= WORK TASK =
Below are some records; copy each line in them that contains "canvas".

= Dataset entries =
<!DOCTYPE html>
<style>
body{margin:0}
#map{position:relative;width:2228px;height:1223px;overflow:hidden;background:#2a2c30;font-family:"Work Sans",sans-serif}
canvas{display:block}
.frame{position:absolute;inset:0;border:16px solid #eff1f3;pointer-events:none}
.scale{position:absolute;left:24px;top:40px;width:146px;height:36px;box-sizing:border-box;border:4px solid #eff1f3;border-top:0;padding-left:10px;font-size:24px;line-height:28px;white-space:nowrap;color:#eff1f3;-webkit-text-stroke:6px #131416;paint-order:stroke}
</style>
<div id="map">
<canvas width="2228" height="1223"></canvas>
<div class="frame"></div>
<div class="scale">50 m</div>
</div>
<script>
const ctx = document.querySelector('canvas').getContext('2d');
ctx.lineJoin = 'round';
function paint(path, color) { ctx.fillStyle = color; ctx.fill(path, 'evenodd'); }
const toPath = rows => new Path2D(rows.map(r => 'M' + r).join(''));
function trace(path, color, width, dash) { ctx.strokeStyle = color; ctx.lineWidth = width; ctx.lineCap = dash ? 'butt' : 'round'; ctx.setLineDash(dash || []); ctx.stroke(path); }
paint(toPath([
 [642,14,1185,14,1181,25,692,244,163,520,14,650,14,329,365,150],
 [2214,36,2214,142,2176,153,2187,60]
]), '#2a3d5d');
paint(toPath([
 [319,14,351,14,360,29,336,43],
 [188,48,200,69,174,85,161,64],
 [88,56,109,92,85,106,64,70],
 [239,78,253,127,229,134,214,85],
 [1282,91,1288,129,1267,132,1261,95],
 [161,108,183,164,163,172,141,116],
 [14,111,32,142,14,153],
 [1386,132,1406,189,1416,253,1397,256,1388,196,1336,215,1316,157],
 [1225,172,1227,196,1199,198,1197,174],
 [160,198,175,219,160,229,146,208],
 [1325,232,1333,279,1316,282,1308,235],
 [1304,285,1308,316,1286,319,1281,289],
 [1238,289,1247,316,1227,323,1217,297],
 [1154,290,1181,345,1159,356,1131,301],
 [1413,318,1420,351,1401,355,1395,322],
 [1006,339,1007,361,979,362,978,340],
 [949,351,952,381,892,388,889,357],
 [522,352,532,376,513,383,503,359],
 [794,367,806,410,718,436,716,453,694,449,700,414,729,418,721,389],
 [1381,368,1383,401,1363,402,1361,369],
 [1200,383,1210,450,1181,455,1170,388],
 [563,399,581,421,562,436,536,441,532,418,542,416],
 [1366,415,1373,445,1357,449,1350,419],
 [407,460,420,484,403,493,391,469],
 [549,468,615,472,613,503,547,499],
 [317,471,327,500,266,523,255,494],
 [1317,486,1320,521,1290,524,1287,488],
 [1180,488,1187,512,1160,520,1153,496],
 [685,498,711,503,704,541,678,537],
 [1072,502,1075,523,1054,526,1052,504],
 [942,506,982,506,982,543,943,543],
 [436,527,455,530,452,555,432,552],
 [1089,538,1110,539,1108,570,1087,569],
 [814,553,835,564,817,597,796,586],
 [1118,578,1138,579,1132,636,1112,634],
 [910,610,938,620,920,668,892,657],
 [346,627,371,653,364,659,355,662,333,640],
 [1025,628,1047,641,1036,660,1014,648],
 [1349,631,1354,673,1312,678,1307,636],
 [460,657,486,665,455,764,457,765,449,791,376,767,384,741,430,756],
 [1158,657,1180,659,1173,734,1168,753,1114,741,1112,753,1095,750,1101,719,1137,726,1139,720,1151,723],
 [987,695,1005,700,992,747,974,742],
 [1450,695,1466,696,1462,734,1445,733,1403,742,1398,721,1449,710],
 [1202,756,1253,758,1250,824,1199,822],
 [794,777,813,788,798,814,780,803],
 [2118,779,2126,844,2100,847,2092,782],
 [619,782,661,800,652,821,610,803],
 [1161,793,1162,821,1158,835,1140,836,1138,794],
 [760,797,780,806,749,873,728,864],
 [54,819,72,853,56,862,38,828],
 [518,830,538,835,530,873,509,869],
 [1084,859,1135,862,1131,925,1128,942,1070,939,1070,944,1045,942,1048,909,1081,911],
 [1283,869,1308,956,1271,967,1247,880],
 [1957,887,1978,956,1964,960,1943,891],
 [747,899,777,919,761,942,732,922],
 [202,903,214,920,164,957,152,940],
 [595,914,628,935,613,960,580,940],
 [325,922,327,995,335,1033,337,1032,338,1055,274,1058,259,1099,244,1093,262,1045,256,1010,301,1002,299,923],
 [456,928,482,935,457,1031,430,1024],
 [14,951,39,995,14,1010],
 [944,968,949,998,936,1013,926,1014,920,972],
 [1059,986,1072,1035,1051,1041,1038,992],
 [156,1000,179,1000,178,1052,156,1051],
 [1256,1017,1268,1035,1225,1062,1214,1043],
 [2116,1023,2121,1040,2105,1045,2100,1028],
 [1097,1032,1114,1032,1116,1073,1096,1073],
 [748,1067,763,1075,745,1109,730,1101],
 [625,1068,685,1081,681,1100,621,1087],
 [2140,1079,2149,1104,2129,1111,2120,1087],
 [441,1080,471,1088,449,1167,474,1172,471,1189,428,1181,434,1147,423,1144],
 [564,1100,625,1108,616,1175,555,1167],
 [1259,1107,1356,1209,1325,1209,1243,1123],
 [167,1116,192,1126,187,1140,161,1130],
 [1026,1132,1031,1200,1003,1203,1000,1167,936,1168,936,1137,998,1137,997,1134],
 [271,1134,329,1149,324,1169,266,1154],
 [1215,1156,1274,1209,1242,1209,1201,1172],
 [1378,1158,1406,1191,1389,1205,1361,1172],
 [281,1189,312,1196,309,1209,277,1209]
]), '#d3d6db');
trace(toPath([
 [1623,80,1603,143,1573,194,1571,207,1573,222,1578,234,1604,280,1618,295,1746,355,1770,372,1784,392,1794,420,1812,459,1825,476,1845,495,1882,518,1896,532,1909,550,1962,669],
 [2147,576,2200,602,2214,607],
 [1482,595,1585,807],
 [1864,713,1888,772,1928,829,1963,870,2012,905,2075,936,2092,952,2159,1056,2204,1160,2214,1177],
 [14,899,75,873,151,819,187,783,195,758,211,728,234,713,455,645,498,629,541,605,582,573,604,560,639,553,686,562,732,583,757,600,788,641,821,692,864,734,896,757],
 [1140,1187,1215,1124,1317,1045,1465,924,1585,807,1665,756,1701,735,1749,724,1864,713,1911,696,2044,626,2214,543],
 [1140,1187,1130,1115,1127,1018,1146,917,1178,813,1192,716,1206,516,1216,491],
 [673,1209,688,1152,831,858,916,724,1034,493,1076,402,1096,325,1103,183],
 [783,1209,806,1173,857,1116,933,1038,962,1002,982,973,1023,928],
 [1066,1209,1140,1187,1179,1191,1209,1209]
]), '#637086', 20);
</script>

= SOLUTION TO THE EXERCISE =
canvas{display:block}
<canvas width="2228" height="1223"></canvas>
const ctx = document.querySelector('canvas').getContext('2d');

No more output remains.